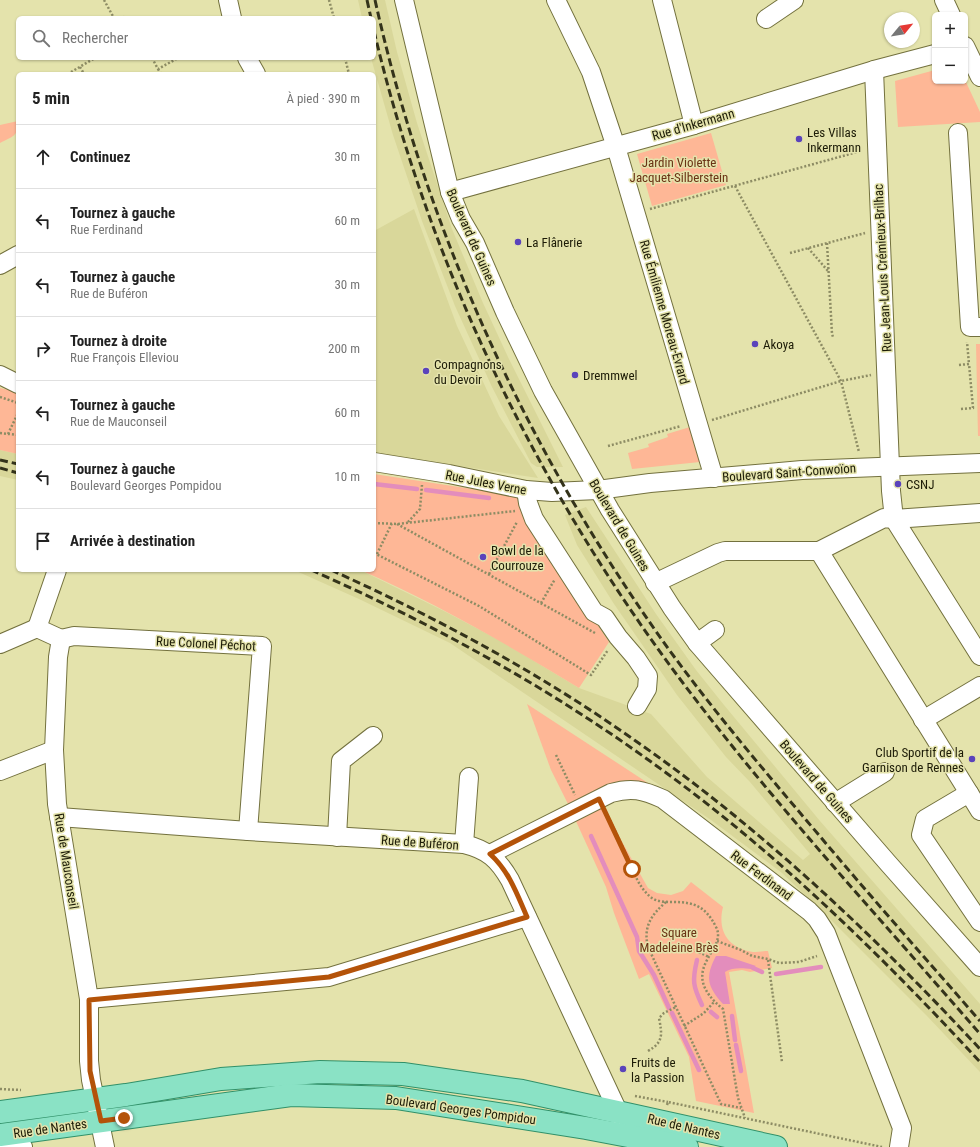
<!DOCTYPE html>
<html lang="fr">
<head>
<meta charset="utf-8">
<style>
  :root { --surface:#fff; --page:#f6f6f6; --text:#222; --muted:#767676; --line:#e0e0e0 }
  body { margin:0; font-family:"Roboto Condensed",sans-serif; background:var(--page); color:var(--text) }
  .controls { position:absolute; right:12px; top:12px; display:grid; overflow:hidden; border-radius:6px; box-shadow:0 1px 3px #0004 }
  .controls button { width:36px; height:36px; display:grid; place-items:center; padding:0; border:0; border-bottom:1px solid var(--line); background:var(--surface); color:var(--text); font:20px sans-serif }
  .compass { position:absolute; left:884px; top:12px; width:36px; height:36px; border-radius:50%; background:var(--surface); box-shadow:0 1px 3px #0004; rotate:60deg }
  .stop { position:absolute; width:12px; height:12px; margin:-9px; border:3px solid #b45309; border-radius:50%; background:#fff }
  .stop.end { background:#b45309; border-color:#fff; box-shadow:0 1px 4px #0008 }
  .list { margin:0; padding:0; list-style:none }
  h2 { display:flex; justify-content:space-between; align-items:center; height:52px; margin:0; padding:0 16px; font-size:17px }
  h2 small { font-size:13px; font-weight:400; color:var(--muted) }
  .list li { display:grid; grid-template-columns:26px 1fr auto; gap:12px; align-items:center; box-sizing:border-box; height:64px; padding:0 16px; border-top:1px solid var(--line) }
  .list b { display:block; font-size:15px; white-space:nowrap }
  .list p { margin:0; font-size:13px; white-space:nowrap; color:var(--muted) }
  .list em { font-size:13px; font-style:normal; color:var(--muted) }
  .icon { flex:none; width:22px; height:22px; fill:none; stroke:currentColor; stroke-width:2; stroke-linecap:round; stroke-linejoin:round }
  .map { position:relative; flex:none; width:980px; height:1147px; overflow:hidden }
  .search { position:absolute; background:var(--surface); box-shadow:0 1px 3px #0004; left:16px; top:16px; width:360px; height:44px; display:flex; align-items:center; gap:10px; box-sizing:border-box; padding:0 14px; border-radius:6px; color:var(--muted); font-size:15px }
  .panel { position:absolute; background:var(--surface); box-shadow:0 1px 3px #0004; left:16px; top:72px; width:360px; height:500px; border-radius:6px }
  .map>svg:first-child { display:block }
</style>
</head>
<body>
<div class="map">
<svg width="980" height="1147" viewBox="0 0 980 1147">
  <rect width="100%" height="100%" fill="#e4e3ac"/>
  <g fill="#d9d79a">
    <polygon points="358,0 385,0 397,52 417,123 452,229 483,303 508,357 563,467 537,467 531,463 492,387 455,306 422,221 393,135 371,58 374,58 374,18 362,18"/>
    <polygon points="414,209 457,326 499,416 538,478 374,453 374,231"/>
    <polygon points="0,450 18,454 18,480 0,476"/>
    <polygon points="586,507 656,614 696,670 724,705 820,821 980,1004 980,1072 927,1016 826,915 782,873 711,820 450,643 359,599 294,570 360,570 442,610 501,641 579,688 651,714 707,777 803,860 810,854 750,782 726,757 677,695 614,604 577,545 565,515"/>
  </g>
  <g fill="#feb796">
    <polygon points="935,70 935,81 965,80 980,112 980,122 898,127 895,81"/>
    <path d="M18 121C18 137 13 136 0 143V125Z"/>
    <polygon points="711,133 726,185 652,206 637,154"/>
    <polygon points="976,344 980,344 980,436 978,436"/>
    <polygon points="0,388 18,392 18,454 0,450"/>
    <polygon points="690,427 700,462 632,469 628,453 649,447 648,444 668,437 667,434"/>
    <path d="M374 474 525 497 533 527 609 642 579 688C508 645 436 603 360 570H374Z"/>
    <polygon points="527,704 651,785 569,806 551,770"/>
    <path d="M604 806 621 840 648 888 657 893 671 895 683 891 691 882 723 907C717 931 728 948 753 952 758 952 764 951 768 951L772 968 750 972 742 970 729 972 754 1113 696 1101 689 1057 649 974 639 979 614 913 606 887 575 819Z"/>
  </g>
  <path fill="#e38dbc" d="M716 956H726L756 966 751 969C743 968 732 967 725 972L730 1004H723C707 986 705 977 716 956Z"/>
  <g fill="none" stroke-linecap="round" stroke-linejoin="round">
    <g stroke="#e38dbc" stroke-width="4.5">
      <polyline points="374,484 417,489"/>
      <polyline points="426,490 489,498"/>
      <polyline points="591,836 637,937 639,951 654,975 669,1008"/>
      <path d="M697 960C692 981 693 986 702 1005"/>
      <polyline points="753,968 762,972"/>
      <polyline points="776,974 821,967"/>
      <polyline points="711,1012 717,1017"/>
      <polyline points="672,1013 699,1070"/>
      <polyline points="732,1016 735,1040"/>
      <polyline points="736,1045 741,1071"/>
    </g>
    <defs>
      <g id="minor">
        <polyline points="228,0 232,18"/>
        <polyline points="404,0 450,192 461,219 475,243 505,312 543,391 610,510 672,608 697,643 887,862 980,967"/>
        <polyline points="556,0 591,72 616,147 714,478"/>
        <polyline points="662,0 694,125"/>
        <polyline points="944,0 951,15"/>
        <polyline points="766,19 794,0"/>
        <polyline points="965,46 980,77"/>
        <polyline points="247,58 256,74"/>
        <polyline points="874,70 891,491 894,519 980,656"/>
        <polyline points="958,133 970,327 980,327"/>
        <polyline points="450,192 694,125 874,70 935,54"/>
        <polyline points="0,265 18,255"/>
        <polyline points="0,375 18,384"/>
        <polyline points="374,462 449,474 526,490 552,492 598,490 650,483 802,470 980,463"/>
        <polyline points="526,490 528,503 534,519 594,612 605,618 618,637 636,658 648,676 647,689 637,706"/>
        <polyline points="819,551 884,518 894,519 980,513"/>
        <polyline points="655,583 718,553 725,551 819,551 969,793"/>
        <polyline points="37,628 57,570"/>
        <polyline points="61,639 58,657 54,750 57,804 89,999 89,1061 91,1080 105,1147"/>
        <polyline points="61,639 74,636 262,646 248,831"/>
        <polyline points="697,643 715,630"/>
        <polyline points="0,644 37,628 61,639"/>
        <polyline points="923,720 980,686"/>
        <polyline points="0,771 54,750"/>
        <polyline points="835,803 885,772"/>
        <polyline points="980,811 969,793 925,819 921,835 980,922"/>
        <path d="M59 817 248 831 464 844C488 850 498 859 510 880L623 1122"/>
        <polyline points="337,837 341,761 373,736"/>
        <polyline points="464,844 469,777"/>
        <path d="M490 854 611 793C632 787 643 790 663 799L809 911 817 919 826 933 902 1128 899 1147"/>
        <polyline points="89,999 329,977 527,917"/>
        <polyline points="0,1140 23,1147"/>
      </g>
      <g id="major">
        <polyline points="0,1112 126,1095 221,1079 320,1072 403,1074 522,1091 776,1147"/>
        <polyline points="0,1135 291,1095 396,1098 586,1128 687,1147"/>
      </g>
    </defs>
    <use href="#minor" stroke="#73713e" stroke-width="20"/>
    <use href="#major" stroke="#319069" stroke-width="24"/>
    <g stroke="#8d8c64" stroke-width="2.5" stroke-dasharray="2 2" stroke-linecap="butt">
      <polyline points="104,0 114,18"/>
      <polyline points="329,0 334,18"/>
      <polyline points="123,18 126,16"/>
      <polyline points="152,58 158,69 178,58"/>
      <polyline points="345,58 349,74"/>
      <polyline points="80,67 84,74"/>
      <polyline points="158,69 161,74"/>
      <polyline points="71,72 95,58"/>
      <polyline points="735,186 841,381 859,452"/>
      <polyline points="650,209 861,151"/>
      <polyline points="827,243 832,334 833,337"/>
      <polyline points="808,248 829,272"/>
      <polyline points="790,253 865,233"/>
      <polyline points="959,365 969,364 967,342"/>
      <polyline points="0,397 18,403"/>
      <polyline points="961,409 973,408 969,364"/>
      <polyline points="712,420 841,381 871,375"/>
      <polyline points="0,433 18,435"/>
      <polyline points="8,434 18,413"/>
      <polyline points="608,446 681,426"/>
      <polyline points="408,522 420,509 422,485"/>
      <polyline points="374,523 397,524 515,511"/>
      <polyline points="397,524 595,633"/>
      <polyline points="374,553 479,606 591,675 608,650"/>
      <polyline points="377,554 392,523"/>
      <polyline points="489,574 517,522"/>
      <polyline points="541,603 555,579"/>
      <polyline points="556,755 575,795"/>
      <path d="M606 813C613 826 619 839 625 852 633 868 637 887 652 898 658 902 666 902 673 902 695 902 706 907 716 927 729 951 674 969 723 1009L738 1098 745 1118"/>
      <path d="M666 902C651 915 643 927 648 947L721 1104 741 1108"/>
      <polyline points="717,941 741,950 752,956 768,959 779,963 799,962 817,956"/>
      <path d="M648 947C674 943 684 945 709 957"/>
      <polyline points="768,960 782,1062"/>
      <polyline points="684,1026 704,1013 714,1002"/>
      <path d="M648 1051C664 1042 662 1034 659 1018L664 1013 676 1007"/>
      <polyline points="0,1089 21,1090"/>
      <polyline points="635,1096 668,1102"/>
      <polyline points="667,1105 668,1102 882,1147"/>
    </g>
    <use href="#minor" stroke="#fff" stroke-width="18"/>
    <use href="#major" stroke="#8ae2c5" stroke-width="22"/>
    <g stroke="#34331a" stroke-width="3" stroke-dasharray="8 4" stroke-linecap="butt">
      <polyline points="367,0 371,18"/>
      <path d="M375 0C427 234 530 457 670 651 716 714 767 774 818 834 871 897 926 959 980 1021"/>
      <path d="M374 31C429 264 536 487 680 679 773 803 879 917 980 1034"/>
      <polyline points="0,460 18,464"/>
      <polyline points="0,468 18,473"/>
      <path d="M311 570C436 625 555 691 665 772 780 856 883 957 980 1062"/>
      <path d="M331 570C435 617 536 671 630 737 759 826 874 935 980 1049"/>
    </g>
  </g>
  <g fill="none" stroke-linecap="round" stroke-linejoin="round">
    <path stroke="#b45309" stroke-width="5" d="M124 1118 101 1121 90 1071 89 1000 329 977 527 917C517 894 509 871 490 854L599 799 632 869"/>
  </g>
  <g fill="#5a43bb" stroke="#e4e3ac" stroke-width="1.5">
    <circle cx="799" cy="139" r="4"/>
    <circle cx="518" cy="242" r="4"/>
    <circle cx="755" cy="344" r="4"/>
    <circle cx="426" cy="371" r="4"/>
    <circle cx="575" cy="375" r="4"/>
    <circle cx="898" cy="484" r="4"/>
    <circle cx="483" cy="557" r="4"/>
    <circle cx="972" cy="759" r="4"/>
    <circle cx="623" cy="1069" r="4"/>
  </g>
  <g text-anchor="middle" stroke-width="3" stroke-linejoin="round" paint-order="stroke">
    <g font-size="13" fill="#1d1c07" stroke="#e4e3ac">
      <text transform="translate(693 124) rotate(-16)" y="5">Rue d'Inkermann</text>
      <text transform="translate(472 237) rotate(66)" y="5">Boulevard de Guines</text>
      <text transform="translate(882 268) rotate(-93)" y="5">Rue Jean-Louis Crémieux-Brilhac</text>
      <text transform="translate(665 312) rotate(74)" y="5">Rue Émilienne Moreau-Evrard</text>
      <text transform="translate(789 472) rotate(-4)" y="5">Boulevard Saint-Conwoïon</text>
      <text transform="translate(486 482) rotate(11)" y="5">Rue Jules Verne</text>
      <text transform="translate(620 525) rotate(59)" y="5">Boulevard de Guines</text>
      <text transform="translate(206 643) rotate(3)" y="5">Rue Colonel Péchot</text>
      <text transform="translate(817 781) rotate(49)" y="5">Boulevard de Guines</text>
      <text transform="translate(420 842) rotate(4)" y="5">Rue de Buféron</text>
      <text transform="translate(67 861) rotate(81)" y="5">Rue de Mauconseil</text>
      <text transform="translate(762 875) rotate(37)" y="5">Rue Ferdinand</text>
      <text transform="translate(461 1109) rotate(8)" y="5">Boulevard Georges Pompidou</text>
      <text transform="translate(684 1126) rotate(13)" y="5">Rue de Nantes</text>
      <text transform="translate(50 1128) rotate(-8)" y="5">Rue de Nantes</text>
    </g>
    <g font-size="13" fill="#1d1c07" stroke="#e4e3ac" text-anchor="start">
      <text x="807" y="137">Les Villas<tspan x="807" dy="15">Inkermann</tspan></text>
      <text x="526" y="247">La Flânerie</text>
      <text x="763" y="349">Akoya</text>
      <text x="434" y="369">Compagnons<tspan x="434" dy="15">du Devoir</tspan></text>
      <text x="583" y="380">Dremmwel</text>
      <text x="906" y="489">CSNJ</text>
      <text x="491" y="555">Bowl de la<tspan x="491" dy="15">Courrouze</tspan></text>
      <text x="964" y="757" text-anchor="end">Club Sportif de la<tspan x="964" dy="15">Garnison de Rennes</tspan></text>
      <text x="631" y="1067">Fruits de<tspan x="631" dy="15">la Passion</tspan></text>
    </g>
    <g font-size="13" fill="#6a3315" stroke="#e4e3ac">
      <text x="679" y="167">Jardin Violette<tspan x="679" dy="15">Jacquet-Silberstein</tspan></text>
      <text x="679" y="937">Square<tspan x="679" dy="15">Madeleine Brès</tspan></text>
    </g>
  </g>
</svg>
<div class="controls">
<button>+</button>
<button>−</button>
</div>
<svg class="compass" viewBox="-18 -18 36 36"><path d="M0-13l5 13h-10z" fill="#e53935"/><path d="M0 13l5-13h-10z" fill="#767676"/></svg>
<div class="stop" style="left:632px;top:869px"></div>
<div class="stop end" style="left:124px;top:1118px"></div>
<div class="search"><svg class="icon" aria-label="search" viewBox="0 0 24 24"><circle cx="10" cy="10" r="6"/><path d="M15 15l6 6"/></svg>Rechercher</div>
<section class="panel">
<h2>5 min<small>À pied · 390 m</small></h2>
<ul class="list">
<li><svg class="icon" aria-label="ahead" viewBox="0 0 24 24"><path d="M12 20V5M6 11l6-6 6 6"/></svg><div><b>Continuez</b></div><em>30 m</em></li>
<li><svg class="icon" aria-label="left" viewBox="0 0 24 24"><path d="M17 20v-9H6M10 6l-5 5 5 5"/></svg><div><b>Tournez à gauche</b><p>Rue Ferdinand</p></div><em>60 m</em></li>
<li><svg class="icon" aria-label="left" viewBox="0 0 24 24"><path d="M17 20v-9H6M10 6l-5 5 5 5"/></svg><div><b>Tournez à gauche</b><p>Rue de Buféron</p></div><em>30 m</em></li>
<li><svg class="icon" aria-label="right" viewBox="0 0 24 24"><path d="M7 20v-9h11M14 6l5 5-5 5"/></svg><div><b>Tournez à droite</b><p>Rue François Elleviou</p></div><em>200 m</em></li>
<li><svg class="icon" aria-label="left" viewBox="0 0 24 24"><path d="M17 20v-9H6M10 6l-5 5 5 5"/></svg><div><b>Tournez à gauche</b><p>Rue de Mauconseil</p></div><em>60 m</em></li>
<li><svg class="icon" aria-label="left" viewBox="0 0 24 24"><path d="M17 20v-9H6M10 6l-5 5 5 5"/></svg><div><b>Tournez à gauche</b><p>Boulevard Georges Pompidou</p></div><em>10 m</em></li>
<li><svg class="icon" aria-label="arrive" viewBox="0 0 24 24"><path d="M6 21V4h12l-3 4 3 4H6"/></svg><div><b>Arrivée à destination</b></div></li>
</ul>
</section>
</div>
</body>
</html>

========================================================================

Copy out, from the data above, every line holding the word "nowrap".

  .list b { display:block; font-size:15px; white-space:nowrap }
  .list p { margin:0; font-size:13px; white-space:nowrap; color:var(--muted) }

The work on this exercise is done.